Comcast decides to let Wolverine fight Captain America after all
For the better part of a year, it was looking like a done deal: Disney was buying the majority of 20th Century Fox. But last month, Comcast threw its hat in the ring, their $65 billion offer the Professor X standing between Wolverine and Captain America, preventing the two from locking horns. Now? Not so much.
Variety reports the telecom giant and provider of generally crappy cable and internet services (seriously, does anyone have a positive story about their Comcast subscription?) has withdrawn from the bidding war with Disney over 20th Century Fox, clearing the way for a merger to go through between the two entertainment giants. If finalized, the $71.3 billion deal will see Disney assume control of a majority of Fox holdings, including “the FX and Nat Geo cable networks, the 20th Century Fox film studio, and Fox’s stake in the video-streaming site Hulu.”

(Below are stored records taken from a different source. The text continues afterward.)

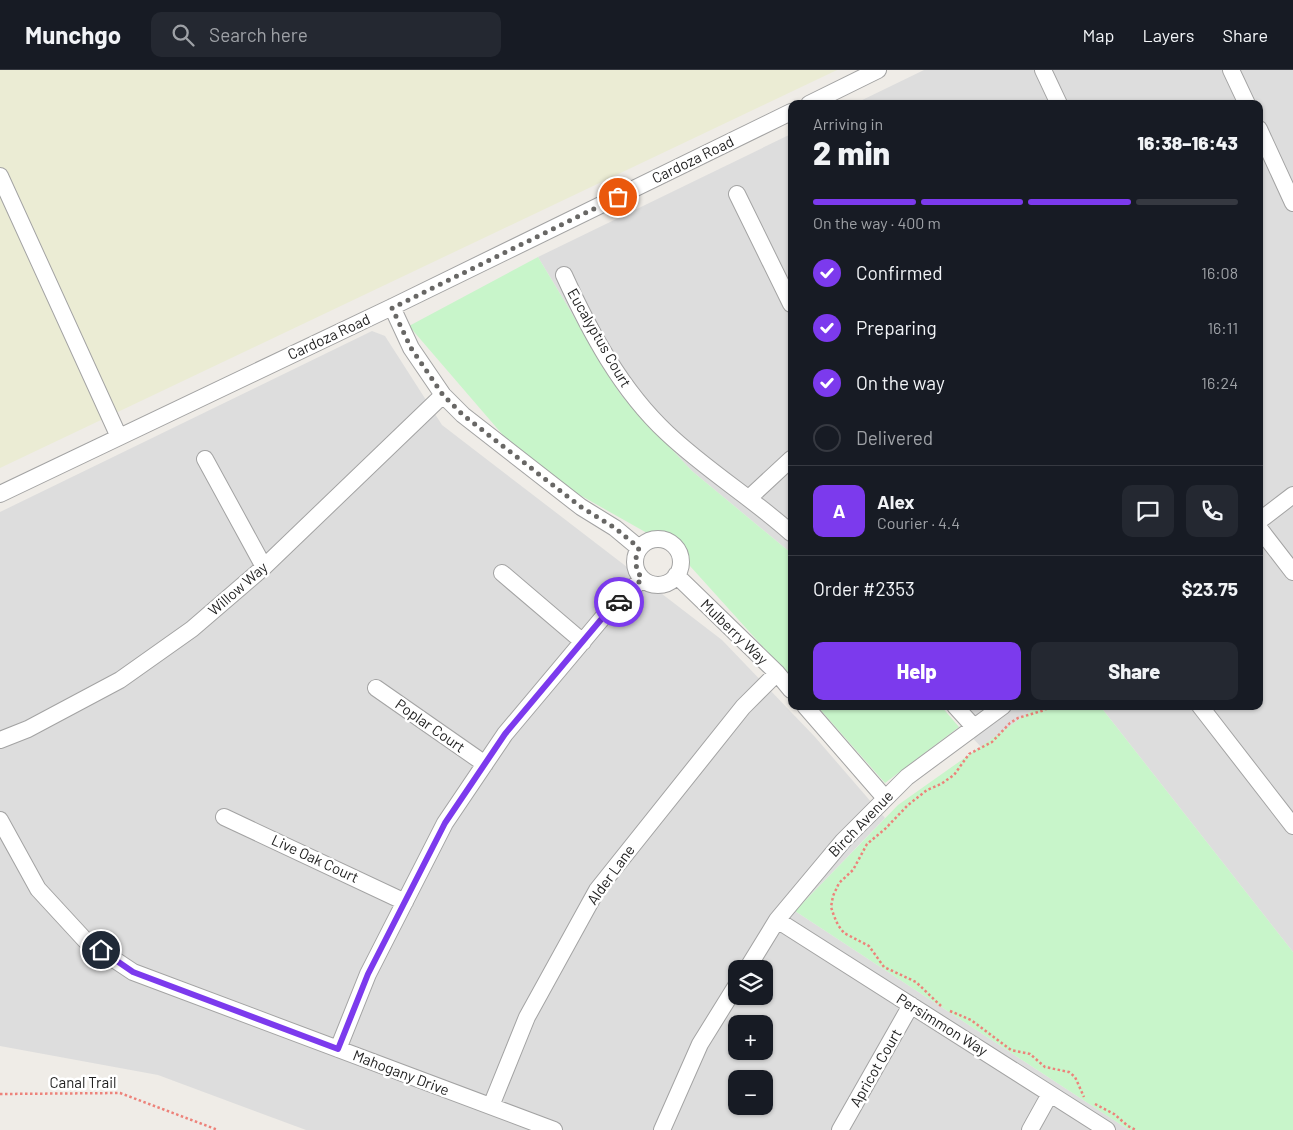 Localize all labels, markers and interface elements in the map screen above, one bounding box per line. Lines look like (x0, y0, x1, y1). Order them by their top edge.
search box (151, 12, 501, 57)
text: Munchgo (25, 20, 121, 49)
icon: search (169, 21, 197, 49)
text: Search here (209, 23, 308, 46)
text: Map (1082, 24, 1114, 46)
text: Layers (1142, 24, 1195, 46)
text: Share (1223, 24, 1268, 46)
text: Arriving in (813, 114, 883, 133)
text: 16:38–16:43 (1137, 131, 1238, 154)
street label: Cardoza Road (649, 132, 736, 187)
text: 2 min (813, 133, 890, 171)
pin (597, 176, 639, 218)
icon: bag (604, 183, 632, 211)
text: On the way · 400 m (813, 213, 941, 232)
icon: check (813, 259, 841, 287)
text: Confirmed (856, 261, 943, 284)
text: 16:08 (1201, 263, 1238, 282)
street label: Eucalyptus Court (564, 285, 636, 390)
street label: Cardoza Road (284, 309, 373, 363)
icon: check (813, 314, 841, 342)
text: Preparing (856, 316, 937, 339)
text: 16:11 (1207, 318, 1238, 337)
icon: check (813, 369, 841, 397)
text: On the way (856, 371, 945, 394)
text: 16:24 (1201, 373, 1238, 392)
text: Delivered (856, 426, 933, 449)
button: chat (1122, 485, 1174, 537)
button: phone (1186, 485, 1238, 537)
text: Alex (877, 490, 915, 513)
text: A (833, 499, 845, 522)
text: Courier · 4.4 (877, 513, 960, 532)
street label: Willow Way (204, 558, 271, 619)
courier (594, 577, 644, 627)
text: Order #2353 (813, 577, 915, 600)
text: $23.75 (1182, 577, 1238, 600)
icon: car (605, 588, 633, 616)
street label: Mulberry Way (697, 595, 772, 668)
button: Help (813, 642, 1021, 700)
button: Share (1031, 642, 1238, 700)
street label: Poplar Court (392, 695, 469, 756)
street label: Birch Avenue (824, 786, 896, 860)
street label: Live Oak Court (269, 830, 362, 886)
street label: Alder Lane (583, 841, 638, 908)
pin (80, 929, 122, 971)
icon: home (87, 936, 115, 964)
map controls (728, 960, 773, 1115)
button: layers (728, 960, 773, 1005)
street label: Persimmon Way (894, 989, 991, 1059)
button: + (728, 1015, 773, 1060)
street label: Apricot Court (845, 1025, 905, 1110)
street label: Mahogany Drive (351, 1045, 452, 1099)
button: − (728, 1070, 773, 1115)
street label: Canal Trail (50, 1073, 116, 1091) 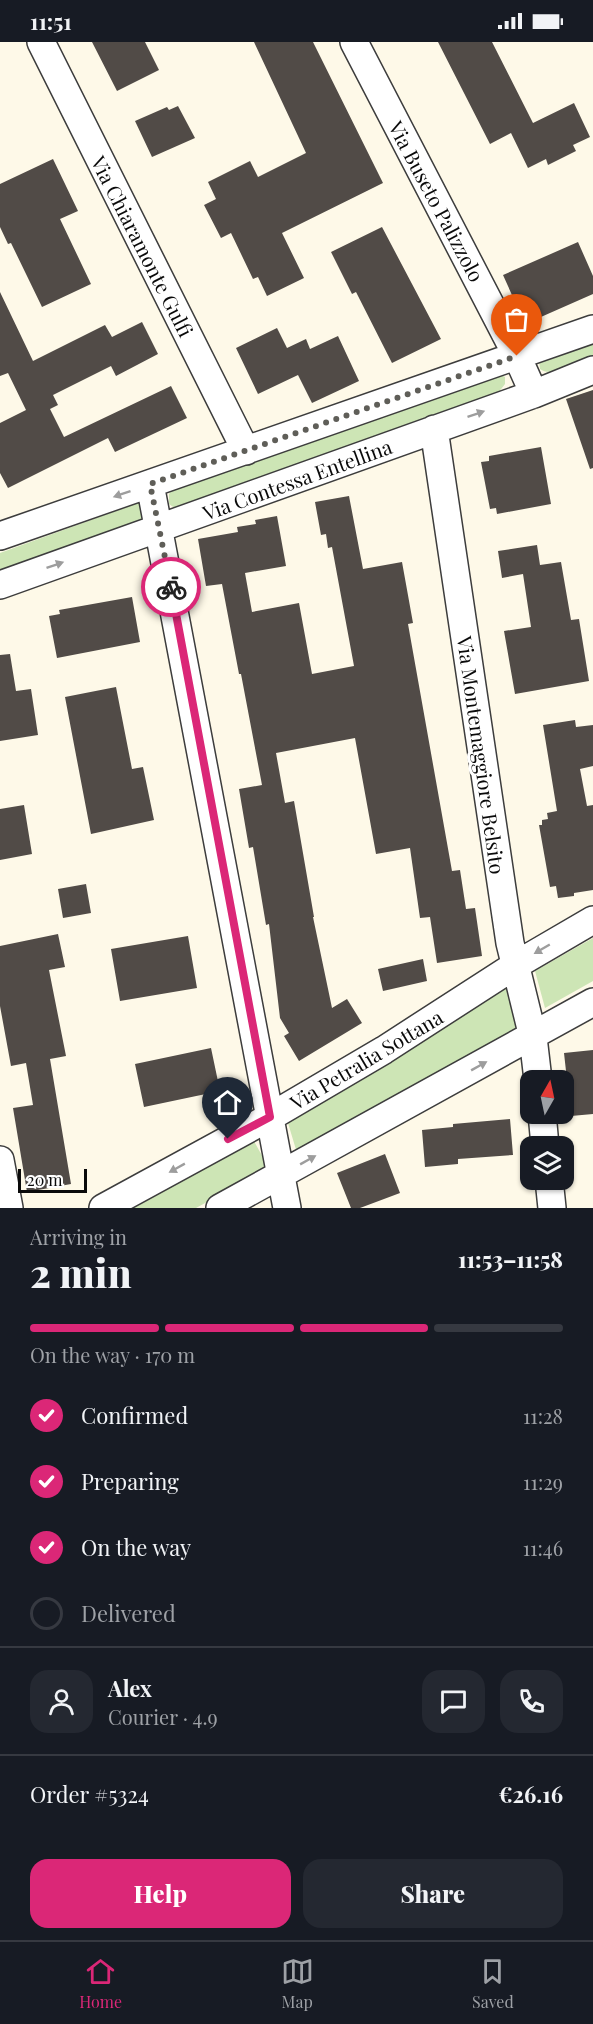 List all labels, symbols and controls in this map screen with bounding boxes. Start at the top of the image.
text: 11:51 [30,6,72,36]
street label: Via Buseto Palizzolo [383,115,491,286]
street label: Via Chiaramonte Gulfi [85,150,200,341]
pin [491,294,542,356]
icon: bag [500,303,533,336]
one-way arrow [467,409,485,419]
street label: Via Contessa Entellina [198,432,395,526]
one-way arrow [113,489,131,499]
courier [141,557,201,617]
one-way arrow [46,560,64,570]
icon: bike [155,571,188,604]
street label: Via Montemaggiore Belsito [452,633,512,876]
one-way arrow [534,944,550,955]
street label: Via Petralia Sottana [284,1003,447,1116]
one-way arrow [471,1061,488,1071]
north arrow [520,1070,574,1124]
map controls [520,1070,574,1190]
pin [202,1077,253,1139]
icon: home [211,1086,244,1119]
button: layers [520,1136,574,1190]
one-way arrow [300,1155,317,1165]
one-way arrow [169,1162,185,1173]
scale bar [18,1166,87,1194]
text: 20 m [27,1169,62,1190]
text: Arriving in [30,1223,127,1250]
text: 11:53–11:58 [458,1244,563,1274]
text: 2 min [30,1246,132,1298]
text: On the way · 170 m [30,1341,195,1368]
icon: check [30,1399,63,1432]
text: Confirmed [81,1400,188,1430]
text: 11:28 [523,1402,563,1429]
icon: check [30,1465,63,1498]
text: Preparing [81,1466,179,1496]
text: 11:29 [523,1468,563,1495]
icon: check [30,1531,63,1564]
text: On the way [81,1532,191,1562]
text: 11:46 [523,1534,563,1561]
text: Delivered [81,1598,176,1628]
button: person [30,1670,93,1733]
button: chat [422,1670,485,1733]
button: phone [500,1670,563,1733]
text: Alex [108,1673,152,1703]
text: Courier · 4.9 [108,1703,218,1730]
text: Order #5324 [30,1779,149,1809]
text: €26.16 [498,1779,563,1809]
button: Help [30,1859,291,1928]
button: Share [303,1859,563,1928]
tab: Home [79,1955,122,2012]
tab: Map [281,1955,314,2012]
tab: Saved [472,1955,514,2012]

Obviously, Comcast isn’t going to go quietly into that good night of continuing a virtual monopoly over cable and internet options in many areas of the country. The company is instead focusing on plotting a takeover of European satellite TV provider Sky for $34 billion—ironically, the same company that was previously being bid on for $32.5 billion by 20th Century Fox. Yes, as detailed in the 1998 Fugazi song “Five Corporations,” most entertainment industry financial news is simply a matter of reshuffling the cards in the same few decks, the life and death of businesses and studios a mere adjustment of a few digits in the ledgers of these interchangeable companies. Still, now the X-Men get to fight the Avengers, and that’s something, right? We’ll take whatever small comforts we can get with the increasing homogenization and Disneyfied stranglehold on American entertainment options.